Sa récolte suppose des compétences de plongée qui conduisent à penser qu’elle était assurée par des spécialistes. Une fois cueillies, ces huîtres devaient ensuite être apportées sur l’île de la Plata, à 200 km au nord du golfe de Guyas, où elles étaient stockées puis redistribuées vers les régions voisines [2].

La confédération Chimú s’étendait sur 1300 km le long des côtes nord du Pérou. Sa capitale, Chan-Chan, était la cité la plus vaste de l’aire andine. Sa riche économie était fondée sur une symbiose de pèche et d’agriculture. De grands radeaux à voile de balsa assuraient le commerce maritime sur toute la région, à partir de son port principal, Tumbès. C’est par lui qu'arrivaient les spondyles en provenance de l’île de la Plata et c’est par l’intermédiaire des marchands Chimús qu'ils étaient échangés contre du sel, des vêtements finement tissés, des ornements corporels ou des objets en or manufacturés dans les montagnes.

Carte_sites-précolombiens-web
Cartes des sites andins pré-incas

L’expansion Inca a commencé un siècle seulement avant la conquête du Pérou par les conquistadors [3]. L'empereur Tupac Inca Yupanqui conquit le territoire des Chimús vers l'an 1470. Les motifs de cette expansion ne nous sont pas connus directement, car les peuples andins ne connaissaient pas l’écriture [4]. Toutefois, quelques indices trouvés dans les documents espagnols du XVI° siècle et chez des chroniqueurs autochtones laissent à penser que les Incas étaient conduits par un impératif idéologique : « s’assurer le contrôle des sources de vie et des capacités de production de la terre, en incluant l’océan (…) Le désir de se procurer des quantités toujours croissante de ce précieux (spondyle aurait) été une des motivations essentielles des tentatives incas de conquérir et contrôler la côte équatorienne » [5].
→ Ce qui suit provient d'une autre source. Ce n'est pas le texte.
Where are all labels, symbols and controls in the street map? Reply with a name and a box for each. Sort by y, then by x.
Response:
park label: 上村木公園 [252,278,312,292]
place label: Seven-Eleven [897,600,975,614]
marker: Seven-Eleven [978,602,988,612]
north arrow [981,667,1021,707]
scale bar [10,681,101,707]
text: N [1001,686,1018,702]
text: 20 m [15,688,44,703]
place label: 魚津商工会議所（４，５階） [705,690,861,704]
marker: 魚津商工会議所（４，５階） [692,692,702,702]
Ce n’est certes qu’une hypothèse, mais elle gagne en vraisemblance si on la met en face de son symétrique hispanique : la motivation des conquistadors pour soumettre le Pérou.

En effet, Pizarro et ses compagnons se sont engagés de leur côté dans une expédition périlleuse car ils pensaient trouver là de l’or en profusion, ce qu'ils ont d’ailleurs largement surestimé. La colonisation espagnole n’a pas été qu'une confrontation militaire, mais aussi un choc des valeurs. Lors des premières rencontres pacifiques avec les peuples andins, ceux-ci furent très étonnés que les espagnols négligent les tissus richement travaillés qu'ils leur offraient car ils n’étaient intéressés que par l’or ou l’argent [6]. On peut facilement imaginer la tête des conquistadors s’ils leur ont également donné des spondyles !
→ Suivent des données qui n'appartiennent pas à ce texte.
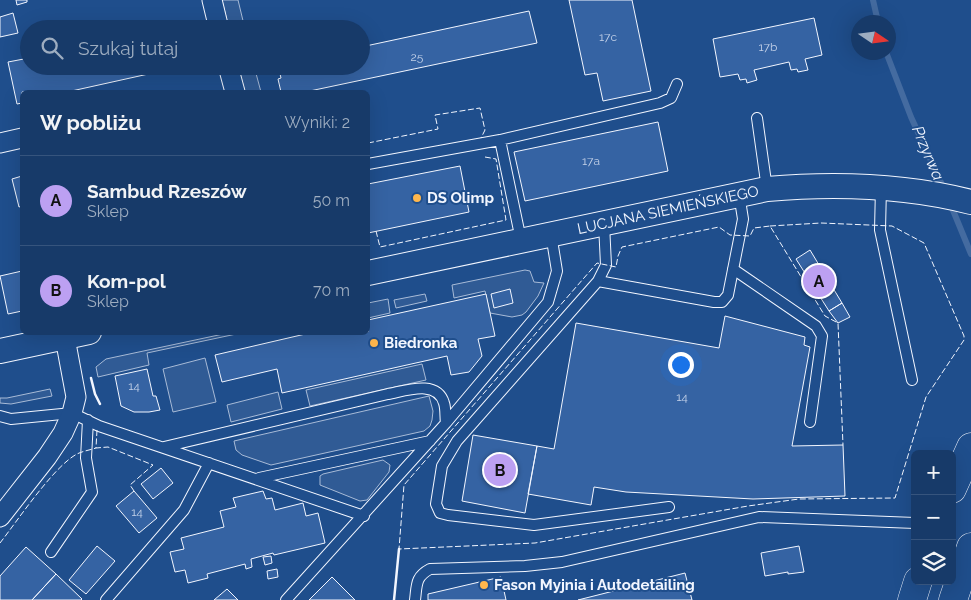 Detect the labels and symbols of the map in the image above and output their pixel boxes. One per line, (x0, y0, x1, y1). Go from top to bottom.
north arrow (851, 15, 896, 60)
house number: 17c (599, 30, 617, 44)
house number: 17b (759, 40, 777, 54)
house number: 25 (411, 50, 424, 64)
water label: Przyrwa (908, 123, 948, 183)
house number: 17a (582, 154, 600, 168)
street label: LUCJANA SIEMIEŃSKIEGO (576, 182, 760, 238)
place label: DS Olimp (427, 189, 494, 207)
marker: DS Olimp (411, 192, 423, 204)
pin: A (803, 262, 835, 300)
place label: Biedronka (384, 334, 458, 352)
marker: Biedronka (368, 337, 380, 349)
your location (668, 352, 694, 378)
house number: 14 (128, 379, 140, 393)
house number: 14 (676, 390, 688, 404)
pin: B (484, 451, 516, 489)
house number: 14 (131, 505, 143, 519)
place label: Fason Myjnia i Autodetailing (494, 576, 695, 594)
marker: Fason Myjnia i Autodetailing (478, 579, 490, 591)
La valeur que nous accordons aux biens est le produit d’une culture avant d’être celui d’une convoitise personnelle. Le prix du transfert de Zlatan Ibrahimovic vers l'équipe mancunienne ne prend « sens » que dans l’Europe contemporaine, et n’en aurait aucun pour les paysans des vallées andines au XV° siècle. C’est sur cette faculté spéciale – c'est-à-dire propre à l’espèce humaine – d’évaluation des choses et des idées qu'est fondée notre économie et jusqu'à certaines de nos guerres. Autre époque, autre mœurs, autre société : nous voilà tout d’un coup désenvoûté, le mirage s’estompe et cette passion, cet enthousiasme nous paraissent bien futiles, incompréhensibles même. Comment peut-on mourir pour des huîtres ?
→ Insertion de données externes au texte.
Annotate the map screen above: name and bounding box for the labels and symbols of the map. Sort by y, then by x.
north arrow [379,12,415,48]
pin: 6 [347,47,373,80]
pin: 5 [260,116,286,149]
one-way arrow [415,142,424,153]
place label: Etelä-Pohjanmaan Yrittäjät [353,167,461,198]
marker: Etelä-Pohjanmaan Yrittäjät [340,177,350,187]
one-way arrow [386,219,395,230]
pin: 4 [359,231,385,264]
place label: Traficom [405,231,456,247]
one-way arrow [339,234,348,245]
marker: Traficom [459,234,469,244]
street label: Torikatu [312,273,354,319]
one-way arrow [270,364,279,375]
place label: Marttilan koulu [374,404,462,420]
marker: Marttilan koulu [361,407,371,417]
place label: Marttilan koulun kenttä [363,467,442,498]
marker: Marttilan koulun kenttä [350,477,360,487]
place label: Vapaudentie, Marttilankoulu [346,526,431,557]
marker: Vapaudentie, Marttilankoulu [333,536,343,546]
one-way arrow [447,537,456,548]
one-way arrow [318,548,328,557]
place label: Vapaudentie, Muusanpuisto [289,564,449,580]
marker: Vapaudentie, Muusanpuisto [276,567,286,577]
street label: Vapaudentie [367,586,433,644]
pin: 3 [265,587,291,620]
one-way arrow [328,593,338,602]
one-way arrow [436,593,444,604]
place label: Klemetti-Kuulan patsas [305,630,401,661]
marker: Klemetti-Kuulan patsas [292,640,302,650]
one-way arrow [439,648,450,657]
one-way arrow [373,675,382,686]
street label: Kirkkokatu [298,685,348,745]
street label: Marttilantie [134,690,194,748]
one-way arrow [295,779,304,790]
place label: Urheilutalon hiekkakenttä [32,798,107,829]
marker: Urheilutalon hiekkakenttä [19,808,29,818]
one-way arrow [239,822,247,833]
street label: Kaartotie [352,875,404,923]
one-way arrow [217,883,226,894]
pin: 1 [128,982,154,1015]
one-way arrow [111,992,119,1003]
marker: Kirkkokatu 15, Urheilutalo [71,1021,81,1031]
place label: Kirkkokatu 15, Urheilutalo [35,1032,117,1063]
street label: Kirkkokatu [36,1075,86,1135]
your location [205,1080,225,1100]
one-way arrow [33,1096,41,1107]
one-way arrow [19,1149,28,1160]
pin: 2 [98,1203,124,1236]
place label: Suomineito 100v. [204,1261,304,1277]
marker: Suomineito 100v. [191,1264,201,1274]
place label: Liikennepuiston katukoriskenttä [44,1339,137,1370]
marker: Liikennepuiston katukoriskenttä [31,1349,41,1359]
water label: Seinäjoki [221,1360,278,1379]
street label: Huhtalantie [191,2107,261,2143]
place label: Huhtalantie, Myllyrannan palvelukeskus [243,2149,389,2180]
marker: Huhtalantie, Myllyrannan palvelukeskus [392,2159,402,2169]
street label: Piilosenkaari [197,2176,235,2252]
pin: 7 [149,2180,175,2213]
C’est ce voyage dans le temps et les civilisations qu'il faudrait que nous fassions tous les jours pour être capable d’envisager un autre monde, ancré dans d’autres valeurs que celle de l’argent-roi.

*****

Même si cette passion nous reste très étrangère, en revanche les œuvres qu’elle a produites dans les cultures andines [7], peuvent encore largement nous toucher.

 

  • Art-andin 1 WEB
    Jarre Urpu
  • Art-andin 2 WEB
    Jarre Urpu
  • Art-andin 3 WEB
    Figurines Yuyucuyas
  • Art-andin-4 WEB
    Pectoral
  • Art-andin-5 WEB
    Revers de miroir
  • Art-andin-6 WEB
    Plat à décor
  • Art-andin-7 WEB
    Ornements d'oreille
Art-andin-7 WEB

 

De gauche à droite :

  1. Jarre Urpu à décor de spondyles (culture Inca)
  2. Jarre Urpu à décor de spondyles - détail
  3. Figurines anthropomorphes dites Yuyucuyas en coquille de spondyle (culture Narrio)
  4. Pectoral représentant une face humaine en coquille de spondyle (culture La Tolita)
  5. Revers de miroir. Bois incrusté de nacre, coquille de spondyle et turquoise (culture Huari)
  6. Plat à décor illustré. Bois, nacre, spondyle et turquoise (culture Chimu)
  7. Ornements d’oreille en mosaïque. Or, lapis-lazuli, turquoise, chrysocole et spondyle (culture Mochica)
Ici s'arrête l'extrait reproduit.